* Exercise goal
When you reach the line with "display:block; font-size:22px; white-space:nowrap" in the data below, begin printing lines exactly, and stop once the line with "flex:none; width:33px; height:33px;" has been printed.

* Exercise data
┏━━
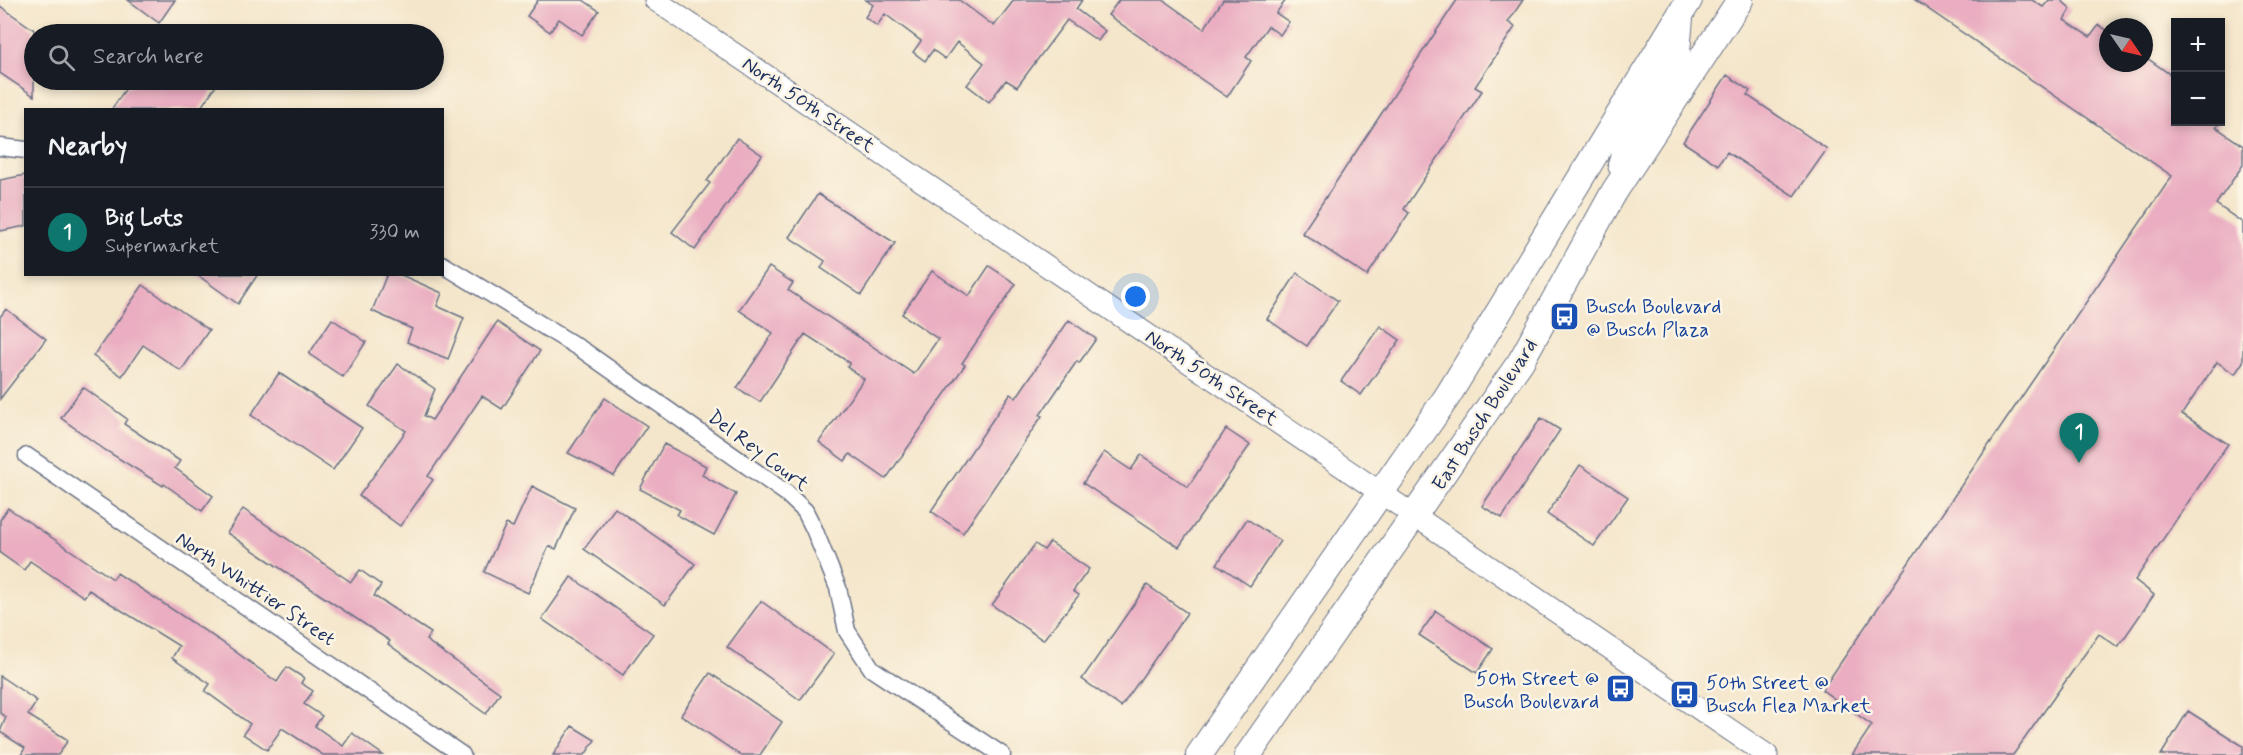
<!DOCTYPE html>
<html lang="en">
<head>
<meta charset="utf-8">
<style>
  body { margin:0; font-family:Mynerve,sans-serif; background:#242831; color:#f1f3f6 }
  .controls { position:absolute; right:18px; top:18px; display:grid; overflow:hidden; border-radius:0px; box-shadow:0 3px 9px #0003 }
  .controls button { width:54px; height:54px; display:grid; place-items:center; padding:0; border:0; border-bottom:2px solid #363941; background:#171b24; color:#f1f3f6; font:30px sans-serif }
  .compass { position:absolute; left:2099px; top:18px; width:54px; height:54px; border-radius:50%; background:#171b24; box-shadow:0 3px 9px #0003; rotate:124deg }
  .you { position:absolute; left:1136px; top:297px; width:21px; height:21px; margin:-15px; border:4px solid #fff; border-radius:50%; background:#1a73e8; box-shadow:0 0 0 9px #1a73e833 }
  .badge { display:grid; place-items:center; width:39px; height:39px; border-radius:50%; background:#0f766e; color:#fff; font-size:20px; font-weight:700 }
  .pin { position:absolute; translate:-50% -50px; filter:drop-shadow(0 2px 3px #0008) }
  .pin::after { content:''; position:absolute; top:32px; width:21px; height:18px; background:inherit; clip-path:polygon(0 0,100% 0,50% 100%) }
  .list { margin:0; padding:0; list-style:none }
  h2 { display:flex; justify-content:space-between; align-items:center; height:78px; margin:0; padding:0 24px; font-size:26px }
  h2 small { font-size:20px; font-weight:400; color:#9ea1a6 }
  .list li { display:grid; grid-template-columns:39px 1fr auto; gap:18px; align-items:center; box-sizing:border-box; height:90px; padding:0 24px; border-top:2px solid #363941 }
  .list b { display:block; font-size:22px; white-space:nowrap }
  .list p { margin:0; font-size:20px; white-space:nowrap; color:#9ea1a6 }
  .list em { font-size:20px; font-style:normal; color:#9ea1a6 }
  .icon { flex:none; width:33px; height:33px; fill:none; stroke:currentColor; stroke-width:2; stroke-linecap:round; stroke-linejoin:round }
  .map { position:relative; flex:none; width:2243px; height:755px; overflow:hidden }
  .search { position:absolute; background:#171b24; box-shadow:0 3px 9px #0003; left:24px; top:24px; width:420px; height:66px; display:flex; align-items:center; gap:15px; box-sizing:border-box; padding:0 21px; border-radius:33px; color:#9ea1a6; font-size:22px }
  .panel { position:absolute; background:#171b24; box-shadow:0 3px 9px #0003; left:24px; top:108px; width:420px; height:168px; border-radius:0px }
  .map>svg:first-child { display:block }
  .building { fill:#eaadc1 }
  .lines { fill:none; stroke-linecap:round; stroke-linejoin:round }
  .minor-casing { stroke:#676f84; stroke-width:19 }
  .tertiary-casing { stroke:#676f84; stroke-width:23 }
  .primary-casing { stroke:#676f84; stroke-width:28 }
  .minor { stroke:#fff; stroke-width:16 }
  .tertiary { stroke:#fff; stroke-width:21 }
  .primary { stroke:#fff; stroke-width:26 }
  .labels { text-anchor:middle; stroke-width:5; stroke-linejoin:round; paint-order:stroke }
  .street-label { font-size:20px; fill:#1b2f5e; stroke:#fcf5e5 }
  .transit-label { font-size:20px; fill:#164399; stroke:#fcf5e5; text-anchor:start }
</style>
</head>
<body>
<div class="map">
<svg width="2243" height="755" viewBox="0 0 2243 755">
  <rect width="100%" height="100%" fill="#fcf5e5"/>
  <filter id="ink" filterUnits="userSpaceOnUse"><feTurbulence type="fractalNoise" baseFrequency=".0167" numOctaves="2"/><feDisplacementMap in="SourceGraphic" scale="12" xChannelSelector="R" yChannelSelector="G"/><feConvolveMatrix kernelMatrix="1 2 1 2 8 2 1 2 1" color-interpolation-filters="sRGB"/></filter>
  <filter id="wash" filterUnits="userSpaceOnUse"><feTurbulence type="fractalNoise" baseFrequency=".008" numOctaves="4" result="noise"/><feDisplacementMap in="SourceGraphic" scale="24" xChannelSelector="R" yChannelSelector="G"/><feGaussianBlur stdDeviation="1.35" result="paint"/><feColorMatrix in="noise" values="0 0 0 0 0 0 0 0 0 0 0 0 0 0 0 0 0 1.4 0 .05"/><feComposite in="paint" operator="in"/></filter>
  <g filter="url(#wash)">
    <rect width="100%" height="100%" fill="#f4e6cb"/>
    <g id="blocks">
      <path class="building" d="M 128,0 L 175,0 L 159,23 Z
        M 538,0 L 583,0 L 599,11 L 582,35 L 559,19 L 550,32 L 527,16 Z
        M 866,0 L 959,0 L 994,26 L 1014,0 L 1082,0 L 1076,9 L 1105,31 L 1098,41 L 1067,20 L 1017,87 L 1006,80 L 989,102 L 967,85 L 984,63 L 957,42 L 945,59 L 933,50 L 925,61 L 913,52 L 921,41 L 885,14 L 877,26 L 865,17 L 873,5 Z
        M 1119,0 L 1163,0 L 1204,29 L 1223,0 L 1286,0 L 1276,13 L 1289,22 L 1280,35 L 1268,26 L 1246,57 L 1251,61 L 1227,97 L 1108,15 Z
        M 1457,0 L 1523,0 L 1508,22 L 1515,27 L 1475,87 L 1482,91 L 1404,209 L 1409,213 L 1367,276 L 1302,233 Z
        M 1915,0 L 2032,0 L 2043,7 L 2049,0 L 2061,0 L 2071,9 L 2064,20 L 2090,37 L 2099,25 L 2108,31 L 2108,63 L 2144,63 L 2144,56 L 2175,78 L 2175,122 L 2220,122 L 2216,127 L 2243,146 L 2243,165 L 2216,204 L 2243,223 L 2243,362 L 2235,374 L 2217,362 L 2182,414 L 2228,444 L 2135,580 L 2154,595 L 2118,647 L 2099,634 L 2013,755 L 1852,755 L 1872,725 L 1822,690 L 2172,176 Z
        M 0,6 L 34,30 L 34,96 L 0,73 Z
        M 1727,75 L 1750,91 L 1747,95 L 1827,149 L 1794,196 L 1727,152 L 1718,165 L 1683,142 Z
        M 148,80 L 220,80 L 199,110 L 111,110 L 126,88 Z
        M 737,138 L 762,155 L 695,250 L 672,232 L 710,183 L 707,181 Z
        M 26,175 L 26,226 L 0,231 L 0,180 Z
        M 818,194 L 895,243 L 861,295 L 821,268 L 825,261 L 789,237 Z
        M 989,266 L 1016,284 L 962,363 L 965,365 L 886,479 L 850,454 L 845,461 L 819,442 L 864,379 L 847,367 L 850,363 L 805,334 L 760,402 L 737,388 L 773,333 L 739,310 L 769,267 L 793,283 L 788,290 L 914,374 L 938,339 L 902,314 L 932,271 L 969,296 Z
        M 1297,273 L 1338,301 L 1307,346 L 1267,319 Z
        M 196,274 L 258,274 L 238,304 Z
        M 387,274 L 399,274 L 442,293 L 437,306 L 464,318 L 448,359 L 407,342 L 412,329 L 372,311 Z
        M 143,285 L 209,330 L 181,371 L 143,345 L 122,376 L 93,356 Z
        M 6,309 L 46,339 L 0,399 L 0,317 Z
        M 332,319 L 366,342 L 343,377 L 309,354 Z
        M 1069,320 L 1096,339 L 1079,363 L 1077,361 L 1040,415 L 1042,416 L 963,533 L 931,511 L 1010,394 L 1016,398 Z
        M 497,322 L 540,351 L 502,409 L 482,396 L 428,476 L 433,480 L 400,526 L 359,496 L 406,431 L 369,406 L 398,364 L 435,389 L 424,416 L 432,420 Z
        M 1380,326 L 1400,340 L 1361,395 L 1341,381 Z
        M 279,373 L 362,428 L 333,470 L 251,415 Z
        M 83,387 L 127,419 L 124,424 L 180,461 L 175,468 L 213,496 L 202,511 L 164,484 L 163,486 L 105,450 L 61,418 Z
        M 605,398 L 647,426 L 614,476 L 568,453 Z
        M 1541,418 L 1560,430 L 1502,518 L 1482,506 Z
        M 1226,429 L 1250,445 L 1179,547 L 1083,483 L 1104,452 L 1131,470 L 1141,455 L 1188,487 Z
        M 664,444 L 706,466 L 702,475 L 736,494 L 714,535 L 677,515 L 680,510 L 640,489 Z
        M 1580,465 L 1628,497 L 1594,546 L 1547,514 Z
        M 532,486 L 575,508 L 556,549 L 549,546 L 528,593 L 484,572 L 506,524 L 513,527 Z
        M 8,508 L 113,579 L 117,573 L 225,644 L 277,682 L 287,667 L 304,678 L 301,683 L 313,691 L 304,704 L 322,716 L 315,726 L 343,746 L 352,733 L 383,755 L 323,755 L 282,728 L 267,750 L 243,734 L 250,724 L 205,691 L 210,684 L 172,658 L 179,646 L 89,590 L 84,597 L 30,561 L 24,570 L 0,553 L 0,520 Z
        M 615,508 L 695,564 L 665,605 L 584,549 Z
        M 243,509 L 351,582 L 360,570 L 381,585 L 374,596 L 431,633 L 426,640 L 500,693 L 486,714 L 388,644 L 390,641 L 227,533 Z
        M 1247,519 L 1280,541 L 1250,586 L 1217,564 Z
        M 1050,542 L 1089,569 L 1073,591 L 1079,595 L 1043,640 L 992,605 L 1035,544 L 1044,550 Z
        M 571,577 L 653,634 L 623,675 L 542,619 Z
        M 1147,585 L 1187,613 L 1121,707 L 1082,679 Z
        M 761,601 L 834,654 L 800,700 L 727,647 Z
        M 1436,611 L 1493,649 L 1477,673 L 1419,635 Z
        M 710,673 L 782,722 L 760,755 L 740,755 L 681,715 Z
        M 0,676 L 37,701 L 28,715 L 68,740 L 58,755 L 21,755 L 25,748 L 0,732 L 6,717 L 0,713 Z
        M 2188,711 L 2243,746 L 2243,755 L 2161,755 Z
        M 572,726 L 595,740 L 585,755 L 553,755 Z"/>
    </g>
  </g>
  <g filter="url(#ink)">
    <use href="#blocks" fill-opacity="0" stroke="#676f84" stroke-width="1.5"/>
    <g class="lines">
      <defs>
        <path id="minor" d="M 0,147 L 26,150
          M 442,264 L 584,351 L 786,493 L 805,511 L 814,529 L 838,588 L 847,631 L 872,669 L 1002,755
          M 27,456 L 462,755"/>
        <path id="tertiary" d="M 655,0 L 1767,755"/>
        <path id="primary" d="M 1621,165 L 1630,136 L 1677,52 L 1680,18
          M 1199,755 L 1447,397 L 1689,0
          M 1248,755 L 1521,361 L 1614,192 L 1740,0"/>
      </defs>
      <use href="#minor" class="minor-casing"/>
      <use href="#tertiary" class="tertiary-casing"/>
      <use href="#primary" class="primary-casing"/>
      <use href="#minor" class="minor"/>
      <use href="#tertiary" class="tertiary"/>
      <use href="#primary" class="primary"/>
    </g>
  </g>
  <defs>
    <symbol id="bus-square" viewBox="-11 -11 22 22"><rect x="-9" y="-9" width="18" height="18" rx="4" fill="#1a4fb4" stroke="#fcf5e5"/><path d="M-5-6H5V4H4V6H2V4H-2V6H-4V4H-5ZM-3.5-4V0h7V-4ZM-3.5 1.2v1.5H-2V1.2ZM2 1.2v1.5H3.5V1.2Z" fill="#fff"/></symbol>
  </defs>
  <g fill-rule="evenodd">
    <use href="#bus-square" x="1548" y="300" width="33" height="33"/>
    <use href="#bus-square" x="1604" y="672" width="33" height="33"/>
    <use href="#bus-square" x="1668" y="678" width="33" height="33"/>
  </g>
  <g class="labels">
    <g class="street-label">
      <text transform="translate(809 104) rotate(34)" y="7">North 50th Street</text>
      <text transform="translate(1212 377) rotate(34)" y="7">North 50th Street</text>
      <text transform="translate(1484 414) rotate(-57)" y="7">East Busch Boulevard</text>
      <text transform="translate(759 450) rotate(37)" y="7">Del Rey Court</text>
      <text transform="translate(256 588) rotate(34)" y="7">North Whittier Street</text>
    </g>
    <g class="transit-label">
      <text x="1586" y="313">Busch Boulevard<tspan x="1586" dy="23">@ Busch Plaza</tspan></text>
      <text x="1599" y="685" text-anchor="end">50th Street @<tspan x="1599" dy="23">Busch Boulevard</tspan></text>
      <text x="1706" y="689">50th Street @<tspan x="1706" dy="23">Busch Flea Market</tspan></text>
    </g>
  </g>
</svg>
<div class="controls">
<button>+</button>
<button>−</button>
</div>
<svg class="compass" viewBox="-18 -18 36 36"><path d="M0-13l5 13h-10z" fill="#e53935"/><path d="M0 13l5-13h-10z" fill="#9ea1a6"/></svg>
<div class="you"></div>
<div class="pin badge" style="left:2079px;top:463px">1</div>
<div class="search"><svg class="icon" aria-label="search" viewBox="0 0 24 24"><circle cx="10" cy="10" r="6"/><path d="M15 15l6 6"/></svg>Search here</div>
<section class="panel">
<h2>Nearby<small></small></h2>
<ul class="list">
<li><span class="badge">1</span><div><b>Big Lots</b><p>Supermarket</p></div><em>330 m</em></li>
</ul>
</section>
</div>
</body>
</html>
┗━━
* Result
  .list b { display:block; font-size:22px; white-space:nowrap }
  .list p { margin:0; font-size:20px; white-space:nowrap; color:#9ea1a6 }
  .list em { font-size:20px; font-style:normal; color:#9ea1a6 }
  .icon { flex:none; width:33px; height:33px; fill:none; stroke:currentColor; stroke-width:2; stroke-linecap:round; stroke-linejoin:round }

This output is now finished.